Chronologie du litige

Dates détectées automatiquement
  1. Licenciement Licencié le 2 juin 2015
  2. Saisine prud'homale a saisi la juridiction prud'homale le 15 avril 2016
  3. Arrêt d'appel Cour d'appel de Lyon
  4. Arrêt de cassation Cour de cassation

Texte de la décision

SOC.

HP COUR DE CASSATION ______________________ Audience publique du 17 janvier 2024 Cassation partielle Mme MONGE, conseiller doyen faisant fonction de président Arrêt n° 20 F-D Pourvoi n° M 22-19.533 R É P U B L I Q U E F R A N Ç A I S E _________________________ _________________________ ARRÊT DE LA COUR DE CASSATION, CHAMBRE SOCIALE, DU 17 JANVIER 2024 M. [C] [Z], domicilié [Adresse 2], a formé le pourvoi n° M 22-19.533 contre l'arrêt rendu le 3 juin 2022 par la cour d'appel de Lyon (chambre sociale B), dans le litige l'opposant à la société Mewa commerciale, société à responsabilité limitée, dont le siège est [Adresse 1], défenderesse à la cassation.

Le demandeur invoque, à l'appui de son pourvoi, deux moyens de cassation.

Le dossier a été communiqué au procureur général.

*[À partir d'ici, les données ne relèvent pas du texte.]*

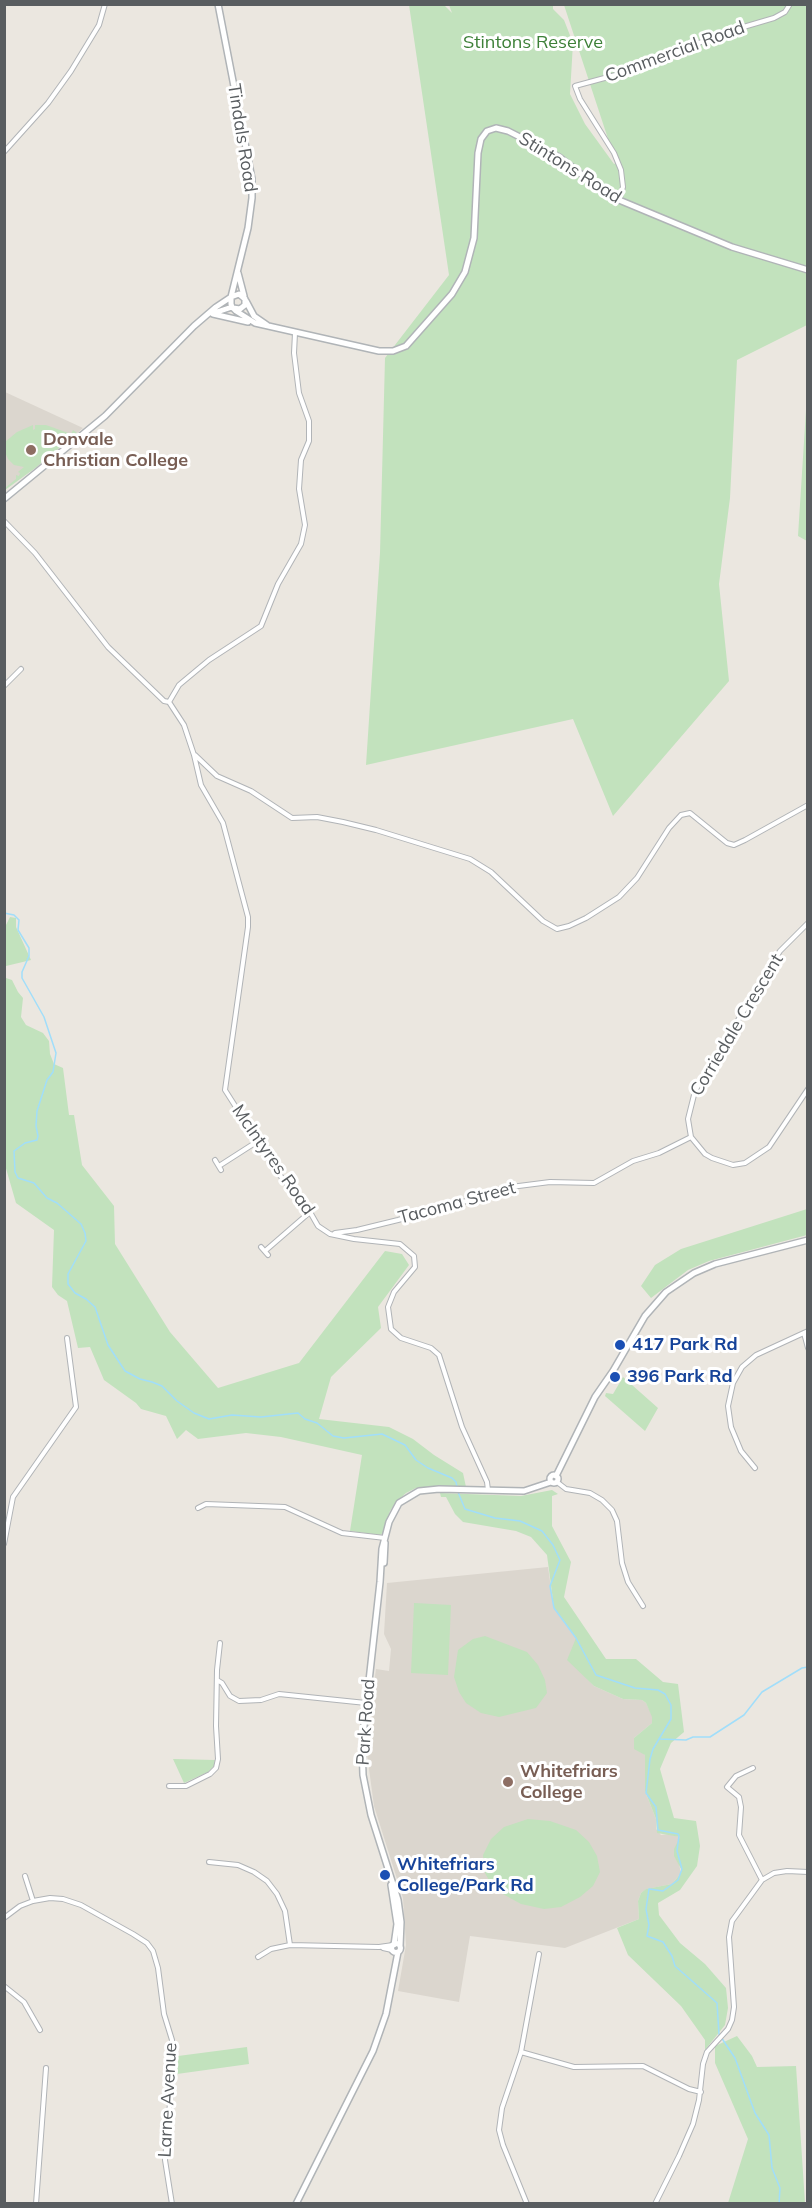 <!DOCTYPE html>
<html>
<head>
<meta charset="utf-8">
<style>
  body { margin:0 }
  #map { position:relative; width:812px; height:2208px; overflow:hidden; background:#ebe7e0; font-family:Mulish,sans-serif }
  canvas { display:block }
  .frame { position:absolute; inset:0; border:6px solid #595d60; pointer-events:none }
</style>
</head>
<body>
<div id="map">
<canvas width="812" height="2208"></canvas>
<div class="frame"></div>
</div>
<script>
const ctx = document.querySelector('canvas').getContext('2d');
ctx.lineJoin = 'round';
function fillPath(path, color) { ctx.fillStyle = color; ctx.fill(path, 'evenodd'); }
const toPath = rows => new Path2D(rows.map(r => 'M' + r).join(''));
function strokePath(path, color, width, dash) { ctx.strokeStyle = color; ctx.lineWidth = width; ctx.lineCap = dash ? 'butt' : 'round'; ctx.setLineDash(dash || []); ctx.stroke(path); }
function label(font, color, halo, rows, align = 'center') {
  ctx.font = font + ' Mulish,sans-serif'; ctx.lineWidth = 6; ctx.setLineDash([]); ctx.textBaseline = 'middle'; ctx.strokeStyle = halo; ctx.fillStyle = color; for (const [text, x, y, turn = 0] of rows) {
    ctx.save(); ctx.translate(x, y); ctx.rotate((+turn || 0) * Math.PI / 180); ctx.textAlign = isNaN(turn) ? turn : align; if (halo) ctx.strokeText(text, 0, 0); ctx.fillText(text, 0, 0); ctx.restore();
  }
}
fillPath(toPath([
  [5,392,83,428,42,463,5,489],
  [548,1567,554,1608,576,1638,584,1675,594,1686,623,1699,642,1700,646,1703,653,1717,652,1723,634,1738,645,1755,645,1791,656,1819,656,1829,661,1835,669,1834,680,1837,679,1864,681,1873,672,1884,647,1889,641,1893,638,1901,639,1919,565,1948,470,1936,459,2002,398,1991,406,1945,403,1898,374,1806,367,1754,368,1727,376,1669,389,1671,391,1649,384,1634,387,1583]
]), '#dbd6ce');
fillPath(toPath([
  [409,5,444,5,452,13,449,5,553,5,553,9,564,20,573,43,570,94,585,124,614,164,616,163,564,5,807,5,807,325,737,360,730,498,719,584,729,681,613,816,573,719,366,765,380,553,385,358,449,275],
  [807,409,807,541,798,536,806,410],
  [33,425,33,430,35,429,35,425,46,425,71,434,73,430,77,433,34,469,5,490,5,488,16,479,16,475,19,476,20,473,18,472,24,467,14,465,8,459,5,452,5,442,17,432],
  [10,917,16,918,16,927,31,960,6,966,5,968,5,927],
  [4,975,6,978,12,980,18,992,23,998,21,1017,26,1025,43,1033,49,1041,50,1054,54,1064,63,1068,69,1115,74,1115,82,1165,114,1206,115,1244,170,1332,218,1388,299,1363,385,1251,402,1254,409,1265,378,1307,381,1328,331,1377,319,1419,389,1427,413,1439,434,1455,463,1473,466,1487,439,1486,416,1488,406,1493,396,1502,390,1511,383,1533,380,1535,350,1531,362,1455,281,1437,246,1433,198,1439,186,1430,177,1439,166,1416,141,1409,136,1403,104,1380,90,1347,78,1348,67,1301,58,1295,52,1287,54,1230,16,1203,5,1165],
  [807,1209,807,1235,709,1261,688,1270,651,1298,641,1286,655,1265,681,1249],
  [623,1377,658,1408,645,1431,605,1396,606,1393,613,1394],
  [552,1490,558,1494,552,1496,552,1526,571,1562,564,1597,606,1659,636,1659,663,1682,678,1684,684,1732,671,1743,660,1769,674,1818,696,1821,700,1846,697,1866,680,1890,658,1903,659,1915,680,1943,705,1964,726,1988,728,2008,725,2025,705,2050,705,2040,681,2006,628,1955,617,1928,639,1919,638,1901,641,1893,646,1889,672,1884,681,1873,681,1869,674,1856,674,1849,680,1837,657,1833,656,1819,645,1791,645,1755,634,1749,634,1738,652,1723,652,1717,646,1703,642,1700,623,1699,594,1686,567,1660,576,1638,554,1608,547,1555,531,1537,516,1531,463,1522,455,1514,446,1497,441,1497,440,1493,521,1496],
  [414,1603,451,1605,448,1675,411,1673],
  [485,1636,527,1652,538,1665,545,1680,547,1693,536,1708,499,1717,481,1713,466,1703,459,1692,454,1677,458,1650,473,1639],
  [173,1759,215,1760,214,1766,208,1772,184,1783],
  [528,1819,550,1821,576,1830,589,1842,597,1856,600,1872,593,1886,580,1897,561,1907,544,1909,521,1904,501,1893,490,1882,485,1873,483,1855,491,1839,504,1827],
  [737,2036,752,2056,757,2067,796,2066,805,2203,728,2203,748,2139,715,2063,715,2046],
  [247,2047,249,2064,177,2074,178,2056]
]), '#c2e2bd');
strokePath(toPath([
  [4,913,14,915,19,920,18,930,29,948,29,956,22,972,22,978,44,1017,56,1053,53,1072,47,1080,37,1111,36,1126,38,1136,37,1140,25,1143,14,1151,15,1172,18,1178,34,1183,47,1198,57,1203,81,1224,85,1233,86,1241,68,1274,68,1284,75,1293,86,1299,95,1307,108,1345,125,1371,140,1379,152,1382,162,1386,177,1401,194,1413,209,1419,232,1415,261,1417,298,1413,305,1419,317,1423,333,1436,344,1438,382,1434,405,1445,416,1460,428,1468,452,1478,456,1482,457,1487],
  [458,1492,465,1509,495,1518,520,1521,542,1531,553,1545,560,1560,550,1586,554,1608,576,1638,596,1675,635,1688,658,1690,665,1694,671,1705,671,1719,653,1749,650,1759,646,1793,656,1807,658,1830,678,1834,679,1836,677,1851,682,1869,678,1880,663,1891,649,1889,646,1909,649,1925,647,1936,663,1942,672,1956,675,1966,717,2003,719,2034,735,2058,755,2113,769,2135,772,2168,780,2188,779,2204],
  [660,1739,686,1740,693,1737,710,1737,744,1715,762,1692,802,1668,808,1667]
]), '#a1defa', 1.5);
const street = toPath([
  [4,152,48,103,71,71,99,25,105,4],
  [619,200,623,187,621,170,614,153,580,99,575,86,634,70,723,33,774,18,785,12,790,4],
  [4,521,35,553,108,647,164,701,169,702,184,725,194,755,201,785,223,823,248,917,248,927,225,1090,278,1173,310,1212,318,1226,330,1234,354,1239,400,1244,414,1256,415,1267,394,1292,388,1307,391,1329,401,1338,431,1348,439,1355,462,1427,487,1482,488,1490],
  [4,686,21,669],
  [169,702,179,685,209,660,261,626,278,584,301,544,305,525,299,489,301,460,309,441,309,421,299,393,294,353,295,333],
  [195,755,217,776,251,791,292,818,317,817,343,822,376,830,470,859,491,872,543,921,557,929,569,926,586,918,619,897,637,878,669,828,681,815,690,813,727,843,734,845,745,840,808,805],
  [808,923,780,951,695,1091,688,1119,691,1137,705,1154,712,1158,733,1165,745,1163,769,1147,808,1089],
  [215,1160,221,1170],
  [219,1166,258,1141],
  [335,1233,357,1230,398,1220,470,1200,503,1188,550,1182,594,1183,633,1161,659,1153,691,1137],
  [261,1247,268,1255],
  [265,1251,310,1212],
  [804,1333,808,1348],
  [755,1468,741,1451,731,1427,728,1406,733,1383,742,1367,756,1355,808,1331],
  [557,1482,566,1489,590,1493,602,1500,612,1510,617,1521,622,1563,628,1582,643,1606],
  [198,1508,206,1504,285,1507,342,1533,385,1538],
  [4,1544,13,1497,76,1407,67,1338],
  [217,1680,222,1683,230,1696,239,1701,261,1700,279,1694,366,1703],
  [753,1768,736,1776,727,1787,739,1797,741,1807,739,1835,762,1880],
  [169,1786,186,1786,210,1774,216,1768,218,1759,216,1726,217,1670,220,1643],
  [209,1862,238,1865,254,1872,267,1881,277,1894,285,1911,290,1945],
  [25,1876,33,1901],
  [4,1918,20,1906,33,1901,50,1898,63,1899,81,1905,133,1934,147,1943,153,1951,158,1968,164,2014,172,2040,171,2092,165,2160,172,2204],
  [383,1948,392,1950],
  [258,1957,271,1949,290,1945,379,1947,393,1945],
  [4,1986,24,2002,40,2030],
  [521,2052,574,2067,643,2066,689,2089,701,2092],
  [36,2204,46,2068],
  [527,2204,503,2145,499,2130,502,2108,521,2052,539,1954],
  [655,2204,679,2156,693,2124,699,2100,703,2064,707,2052,728,2029,732,2020,734,2007,729,1937,732,1921,762,1880,774,1873,787,1871,808,1872]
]);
const secondary = toPath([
  [218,4,252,179,252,198,248,228,231,297],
  [238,273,244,296],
  [246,301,254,316,267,325],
  [233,308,240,309,245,305,245,299,239,294,231,297,231,304,232,307,236,311,255,323,379,351,393,351,406,346,452,294,465,272,474,238,478,153,481,139,487,131,496,128,508,131,559,157,599,188,619,200,732,247,808,270],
  [214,313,232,307],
  [213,314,248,322],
  [4,499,105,416,194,326,216,307,231,297],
  '550 1479a4 4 0 1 1 8 0a4 4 0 1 1-8 0Z',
  [556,1476,595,1397,613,1371,645,1316,666,1292,694,1273,715,1264,808,1240],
  [384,1563,385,1543],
  [391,1885,397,1924,394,1945],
  '391.5 1948a4.5 4.5 0 1 1 9 0a4.5 4.5 0 1 1-9 0Z',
  [400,1946,401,1922,398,1900,371,1815,363,1775,362,1744,380,1582,382,1549,389,1522,399,1503,419,1491,439,1489,524,1491,551,1482],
  [296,2204,373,2051,386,2014,398,1952]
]);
strokePath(street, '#b1b4b7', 6);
strokePath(secondary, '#b0b4b7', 8);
strokePath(street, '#fff', 4);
strokePath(secondary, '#fff', 5);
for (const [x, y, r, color] of [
  [31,450,6,"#8d6e63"],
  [620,1345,6,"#1a4fb4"],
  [615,1377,6,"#1a4fb4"],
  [508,1782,6,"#8d6e63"],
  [385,1875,6,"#1a4fb4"]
]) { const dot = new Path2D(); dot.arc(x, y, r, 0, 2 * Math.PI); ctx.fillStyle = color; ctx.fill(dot); strokePath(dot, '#fff', 2); }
label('18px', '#3d8038', '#fff', [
  ["Stintons Reserve",533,43]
]);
label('18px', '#595d60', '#fff', [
  ["Commercial Road",675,52,-20],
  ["Tindals Road",242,138,81],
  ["Stintons Road",570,168,32],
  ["Corriedale Crescent",737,1025,-59],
  ["McIntyres Road",273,1160,55],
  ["Tacoma Street",457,1203,-15],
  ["Park Road",366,1722,-86],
  ["Larne Avenue",168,2100,-87]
]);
label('bold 18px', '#785e54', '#fff', [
  ["Donvale",43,440],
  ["Christian College",43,461],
  ["Whitefriars",520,1772],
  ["College",520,1793]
], 'left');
label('bold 18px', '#164399', '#fff', [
  ["417 Park Rd",632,1345],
  ["396 Park Rd",627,1377],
  ["Whitefriars",397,1865],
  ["College/Park Rd",397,1886]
], 'left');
</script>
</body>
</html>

Sur le rapport de Mme Techer, conseiller référendaire, les observations de Me Haas, avocat de M. [Z], de la SCP Alain Bénabent, avocat de la société Mewa commerciale, après débats en l'audience publique du 29 novembre 2023 où étaient présents Mme Monge, conseiller doyen faisant fonction de président, Mme Techer, conseiller référendaire rapporteur, Mme Cavrois, conseiller, et Mme Jouanneau, greffier de chambre, la chambre sociale de la Cour de cassation, composée des président et conseillers précités, après en avoir délibéré conformément à la loi, a rendu le présent arrêt.

Faits et procédure 1.

Selon l'arrêt attaqué (Lyon, 3 juin 2022), M. [Z] a été engagé en qualité d'attaché commercial, à compter du 25 mai 2010, par la société Mewa commerciale. 2.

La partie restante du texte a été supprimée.